Sénégambie | Sierra Leone | Wind-.ward Coast | Gold Coast | Bight of Benin | Bight of Biafra | West Central Africa | Southeast Africa | |
1519-1600 | 10.7 | 2,0 | 10,7 | 10,7 | 10,7 | 221.2 | ||
1601-1700 | 60,6 | 3,9 | 0,8 | 90,9 | 247,8 | 135.6 | 698,8 | 14,1 |
Total % | 4,70% | 0,39% | 0,05% | 6,69% | 17,02% | 9,63% | 60,59% | 0.93% |
Sénégambie | Sierra Leone | Côte Ouest | Sierra Leone | Sénégal.ward Coast | Gold Coast | Bight of Benin | Bight of Biafra | West Central Africa | Southeast Africa |
1701-1725 | 39.9 | 7,1 | 4,2 | 181,7 | 408,3 | 45,8 | 257,2 | 14.4 |
1726-1750 | 69,9 | 10,5 | 14,3 | 186,3 | 306,1 | 166,0 | 552.8 | 5,4 |
1751-1775 | 130,4 | 96,9 | 105,1 | 263.9 | 250,5 | 340,1 | 714,9 | 3,3 |
1776-1800 | 72,4 | 106.0 | 19,5 | 240,7 | 264,6 | 360,4 | 816,2 | 41,2 | Total % | 5.13% | 3,62% | 2,35% | 14,31% | 20,17% | 14,97% | 38.41% | 1,05% |
Les rois du Kongo et les marchands européens étaient tous deux conscients que le travail humain était l’une des plus grandes ressources productives de la savane méridionale. Il n’existait pas de « classe » d’esclaves dans la société Kongo. Cependant, il y avait de nombreuses personnes agissant dans un statut transitoire de sujets serviles :
« …Ces personnes étaient d’origine étrangère, des personnes qui avaient été mises hors la loi pour des actes criminels, des personnes qui avaient perdu la protection de leur parenté ; ou devenues irrémédiablement endettées envers les autres. Ils différaient des esclaves de la propriété européenne en ce qu’ils étaient susceptibles d’être réabsorbés dans la société. Les familles et les clans accueillaient probablement favorablement l’arrivée d’étrangers dans leurs rangs. (…) Les femmes étaient particulièrement faciles à intégrer, mais même les étrangers de sexe masculin ne restaient pas très longtemps les ‘esclaves’ de la société (Birmingham 1981:32). »
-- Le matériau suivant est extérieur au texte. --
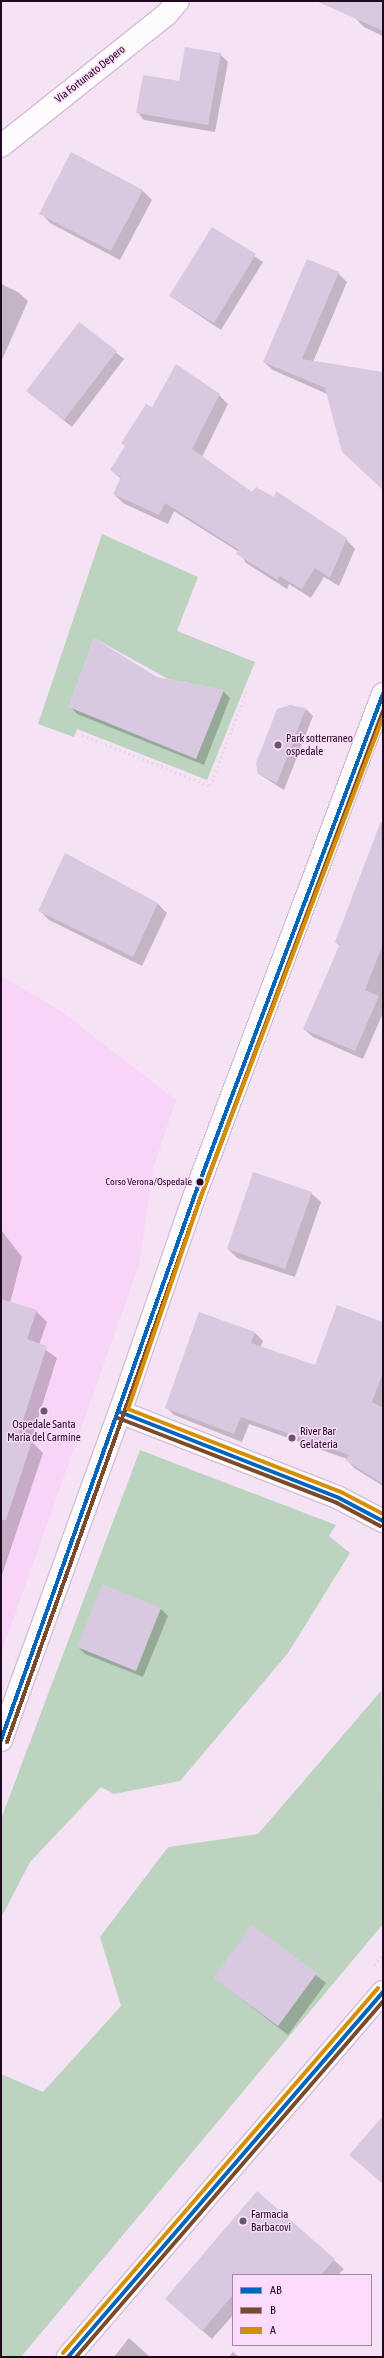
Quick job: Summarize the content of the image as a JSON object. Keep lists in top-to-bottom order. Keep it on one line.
{"streets":{"street":["Via Fortunato Depero"]},"places":["Park sotterraneo ospedale","Corso Verona/Ospedale","Ospedale Santa Maria del Carmine","River Bar Gelateria","Farmacia Barbacovi"],"lines":["transit line AB","transit line B","transit line A"],"legend":["AB","B","A"]}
Du 16e au début du 20e siècle, les esclaves du Kongo avaient le droit d’être traités équitablement, de recevoir une part de leurs gains et d’acheter leur liberté. Leurs enfants ne devenaient pas nécessairement des esclaves. Des hommes grands et célèbres pouvaient s’élever, et l’ont fait, des rangs d’esclaves Kongo. Cette compréhension de ce que signifie être un esclave peut expliquer la volonté initiale de la royauté Kongo de s’engager dans le commerce des esclaves. Plus tard, les rois n’avaient guère le choix (Brown 1987).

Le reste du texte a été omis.